## WHAT TO PRODUCE
What is the number of lines in the data that hold the string "Order"? Reply with that number only.

## DATA UNDER STUDY

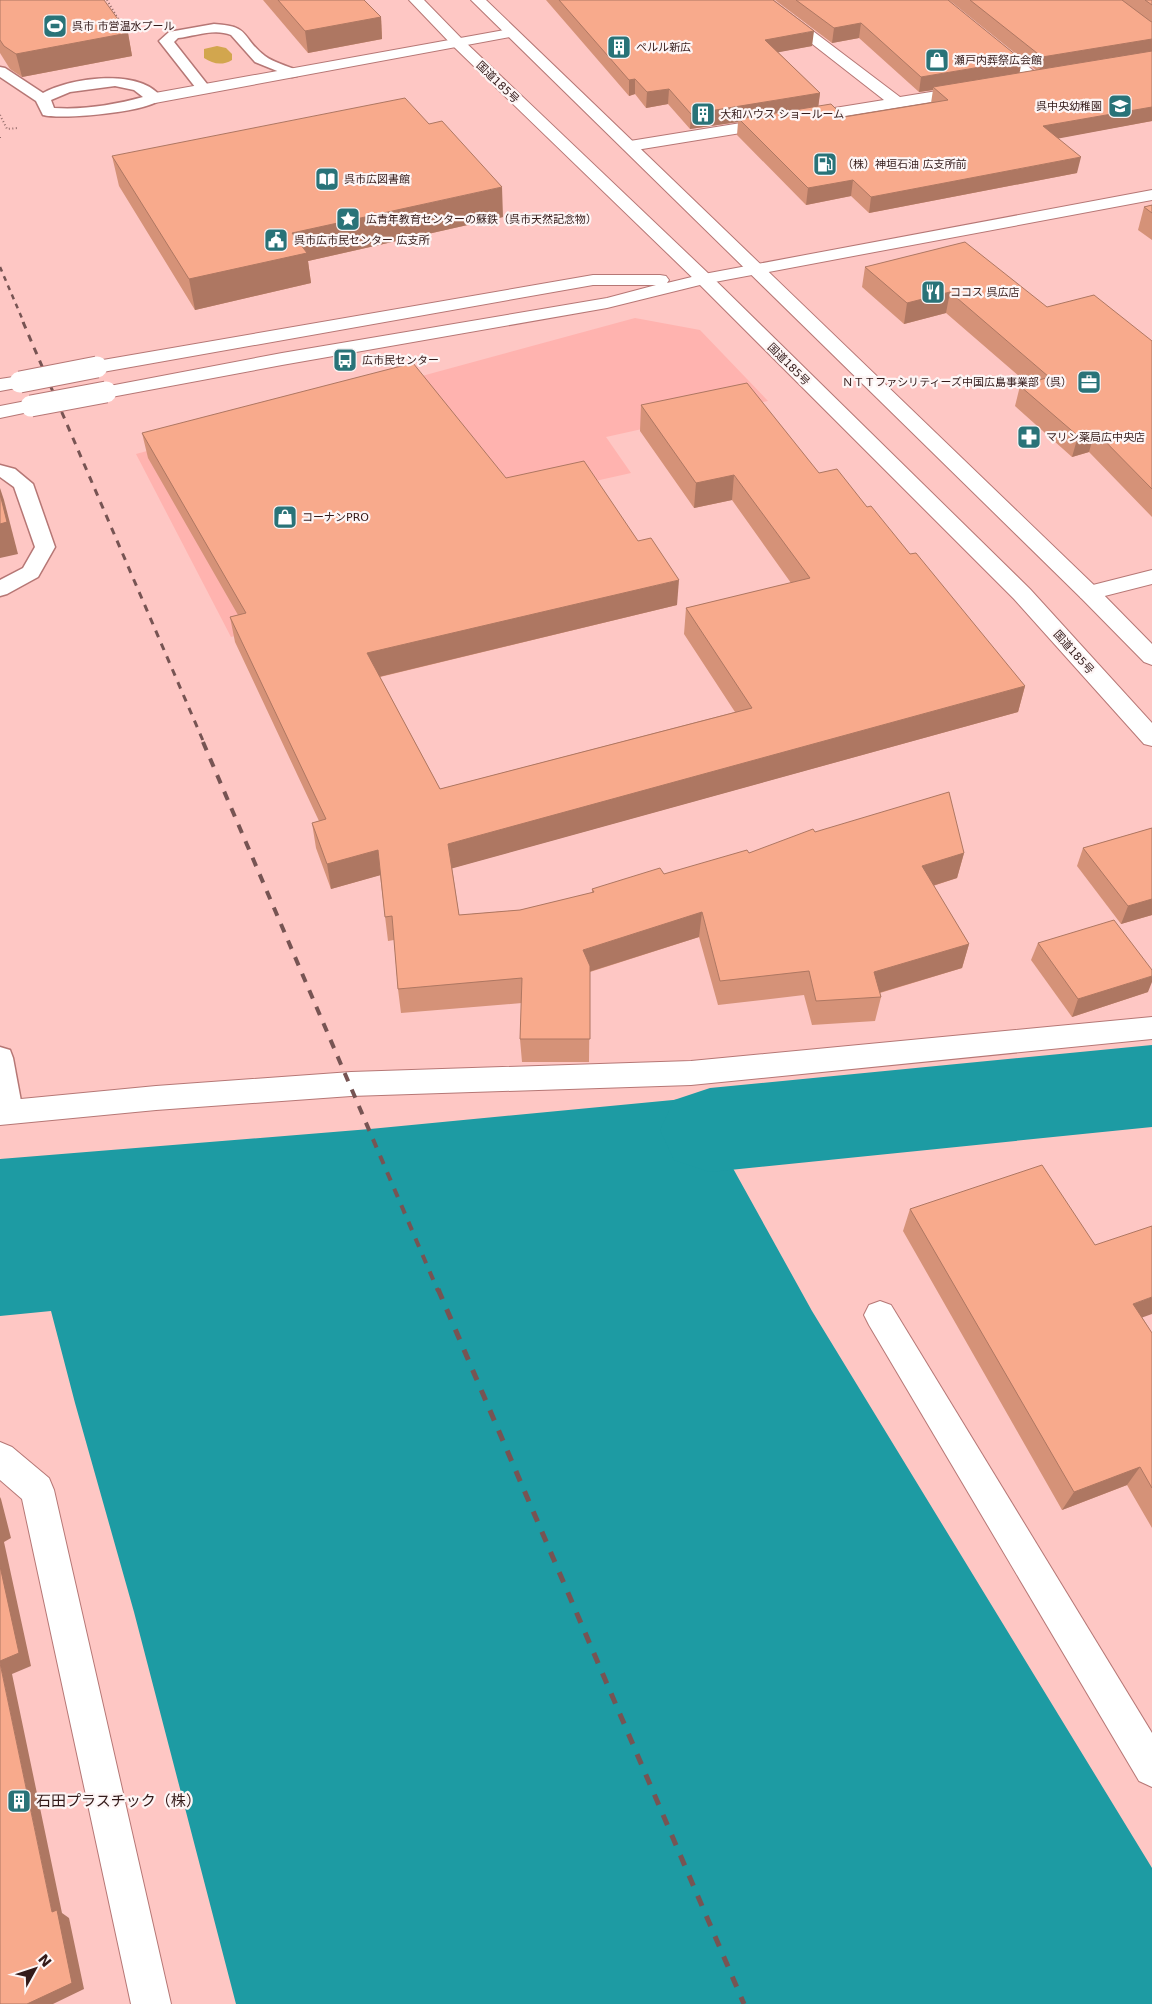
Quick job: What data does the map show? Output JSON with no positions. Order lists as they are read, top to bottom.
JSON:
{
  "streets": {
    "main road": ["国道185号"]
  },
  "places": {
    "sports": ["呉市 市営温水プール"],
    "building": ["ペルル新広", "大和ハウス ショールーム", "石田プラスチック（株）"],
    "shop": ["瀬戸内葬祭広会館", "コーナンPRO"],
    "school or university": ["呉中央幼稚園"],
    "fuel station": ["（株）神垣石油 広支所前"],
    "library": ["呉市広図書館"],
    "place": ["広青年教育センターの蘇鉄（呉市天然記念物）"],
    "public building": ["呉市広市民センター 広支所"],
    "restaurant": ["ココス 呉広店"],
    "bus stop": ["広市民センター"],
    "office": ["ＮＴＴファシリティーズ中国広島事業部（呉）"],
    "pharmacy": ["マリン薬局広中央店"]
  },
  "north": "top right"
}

* * *

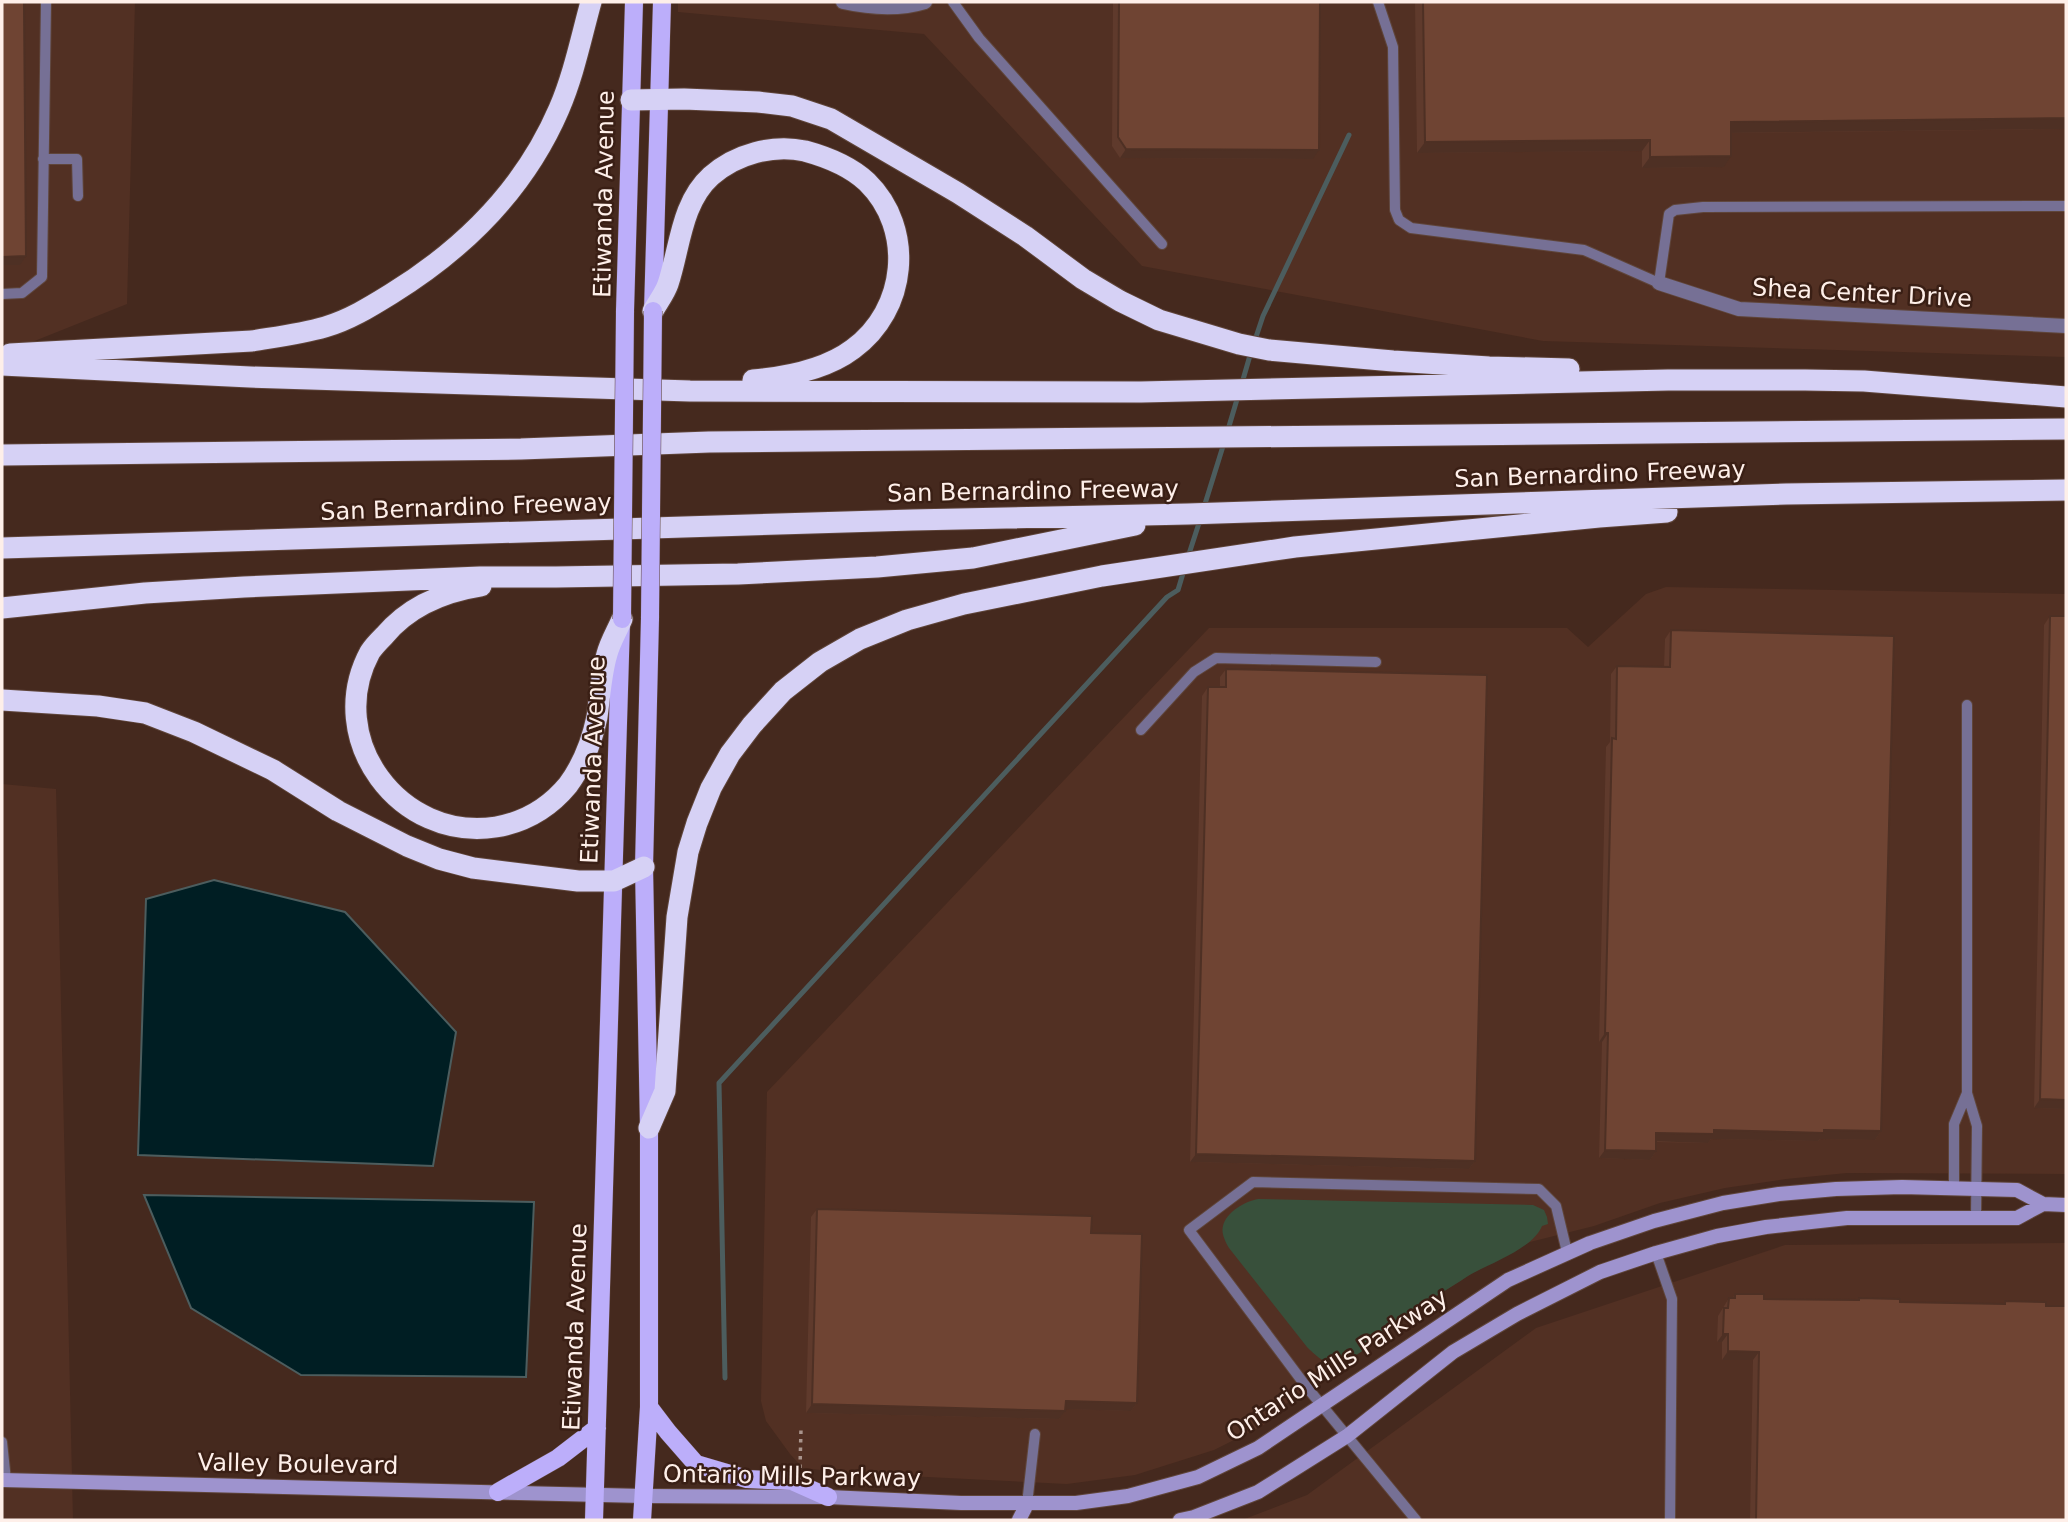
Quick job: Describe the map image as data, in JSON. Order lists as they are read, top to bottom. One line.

## EXERCISE RESULT
2